### Directions:
The data is to be repeated exactly, with the images removed.
::: Data section :::
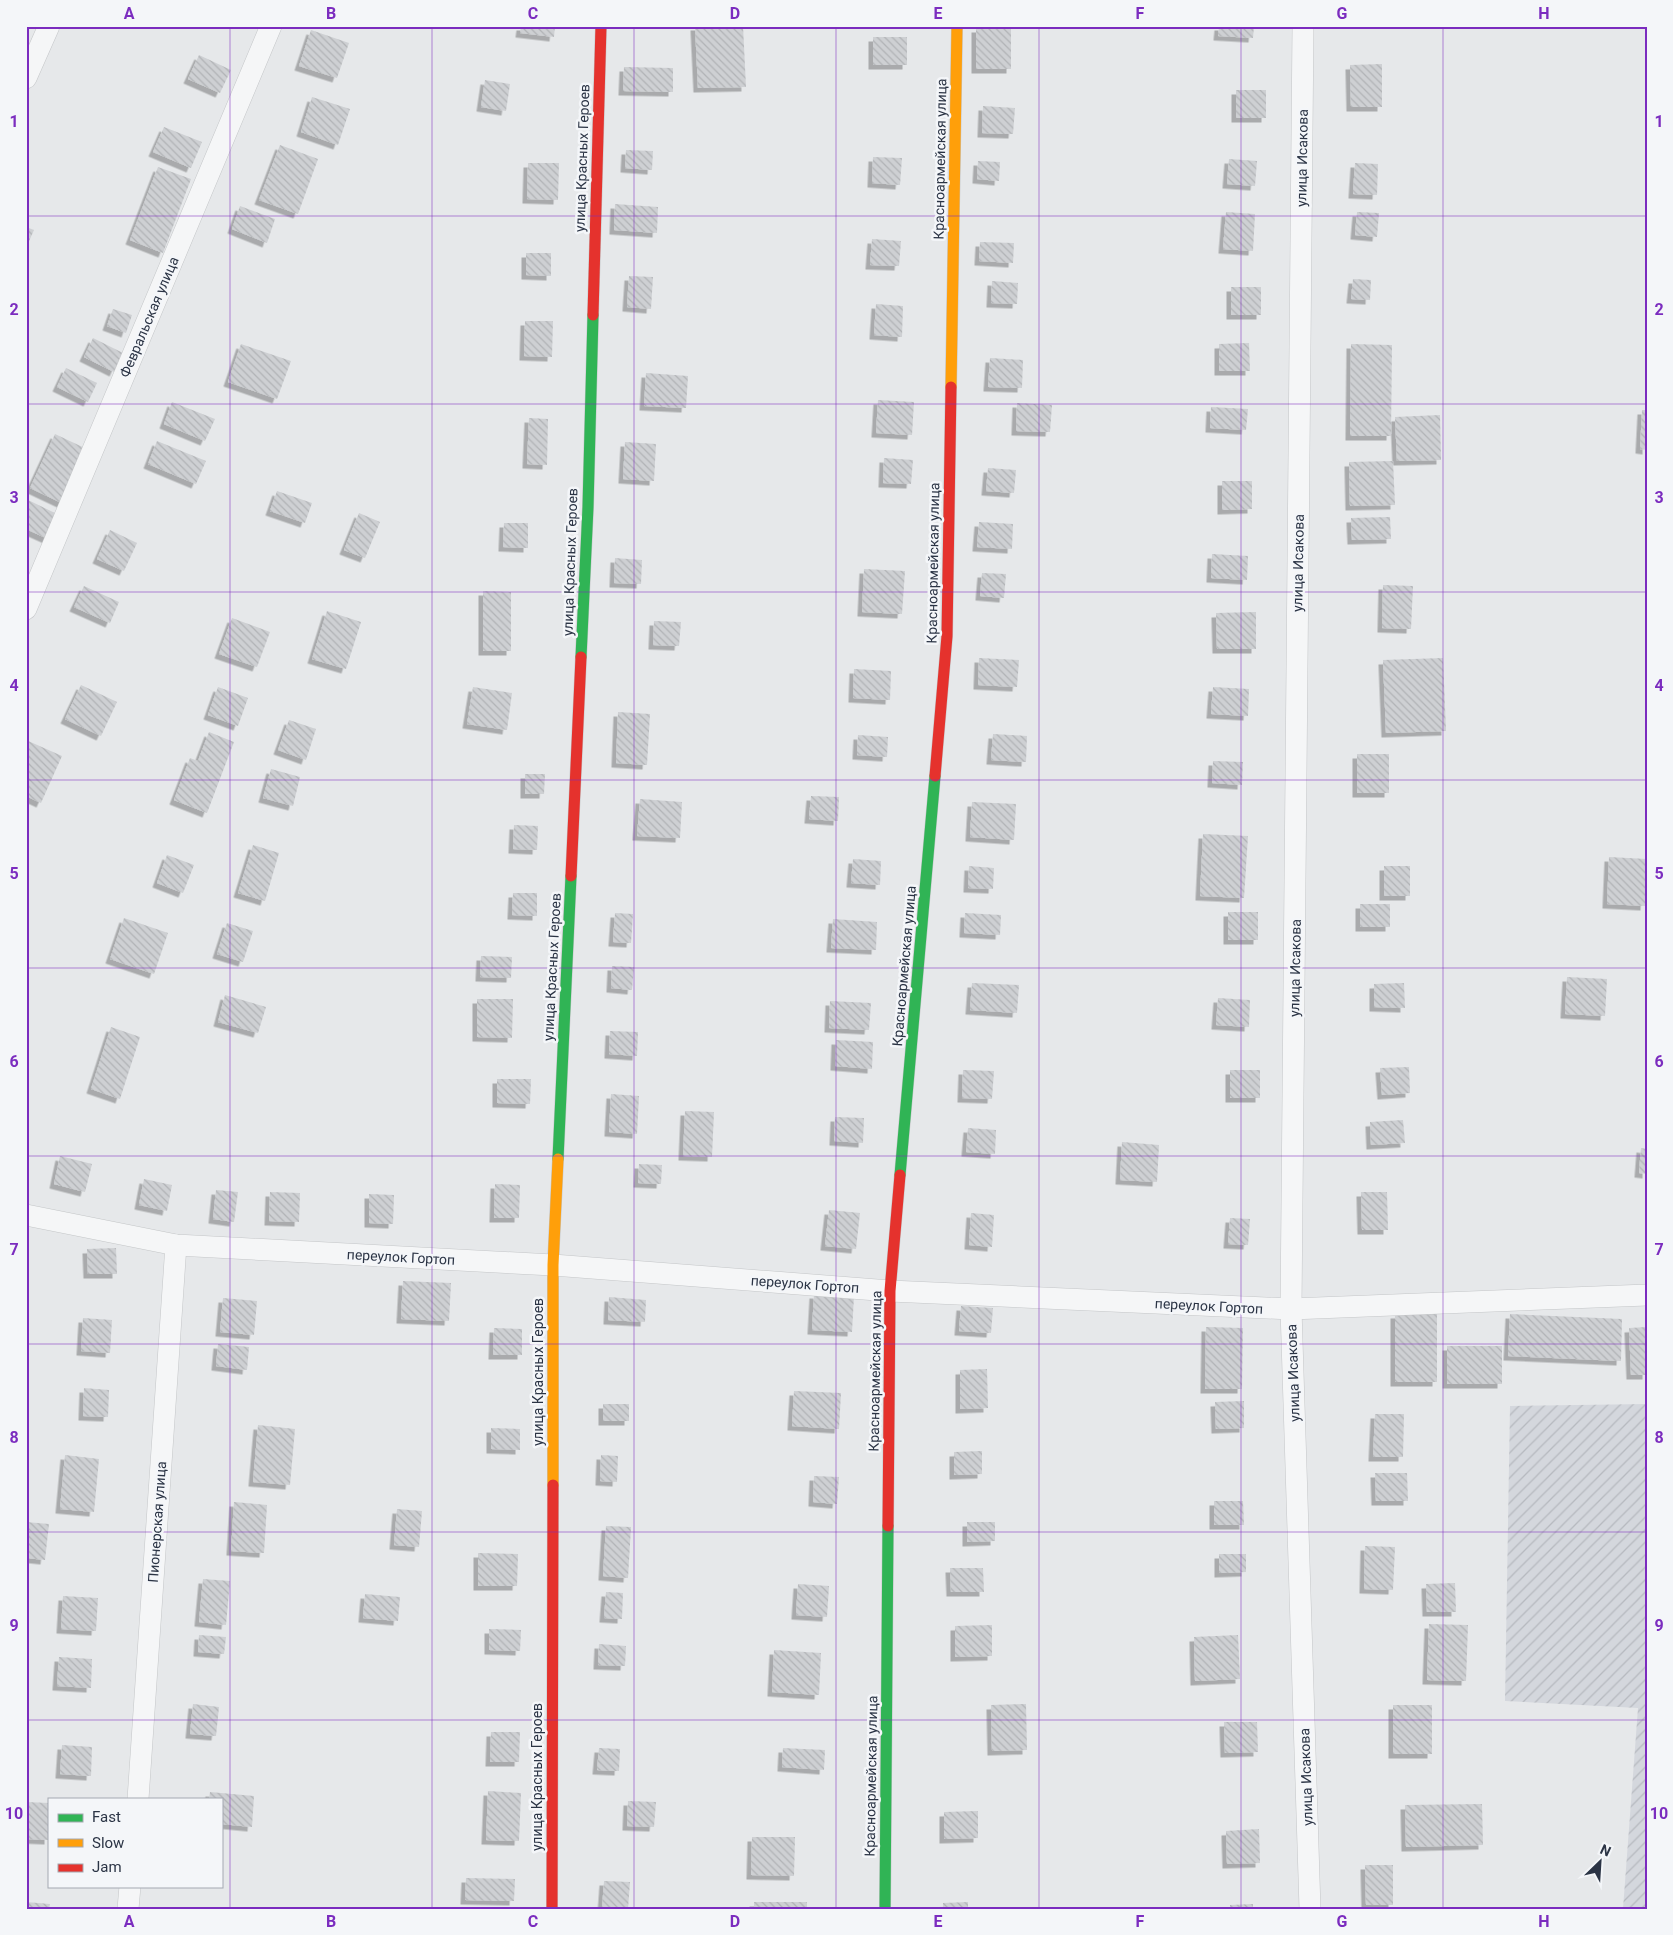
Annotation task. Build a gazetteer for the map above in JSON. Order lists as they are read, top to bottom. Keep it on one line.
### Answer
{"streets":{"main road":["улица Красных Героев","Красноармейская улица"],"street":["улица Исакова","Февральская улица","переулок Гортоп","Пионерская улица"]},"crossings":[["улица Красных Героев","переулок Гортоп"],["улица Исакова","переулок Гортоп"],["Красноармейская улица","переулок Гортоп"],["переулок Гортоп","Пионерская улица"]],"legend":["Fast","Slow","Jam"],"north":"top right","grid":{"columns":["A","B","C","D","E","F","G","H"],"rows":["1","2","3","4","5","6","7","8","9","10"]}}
:::
### Response to the exercise:
Annotation task. Build a gazetteer for the map above in JSON. Order lists as they are read, top to bottom. Keep it on one line.
### Answer
{"streets":{"main road":["улица Красных Героев","Красноармейская улица"],"street":["улица Исакова","Февральская улица","переулок Гортоп","Пионерская улица"]},"crossings":[["улица Красных Героев","переулок Гортоп"],["улица Исакова","переулок Гортоп"],["Красноармейская улица","переулок Гортоп"],["переулок Гортоп","Пионерская улица"]],"legend":["Fast","Slow","Jam"],"north":"top right","grid":{"columns":["A","B","C","D","E","F","G","H"],"rows":["1","2","3","4","5","6","7","8","9","10"]}}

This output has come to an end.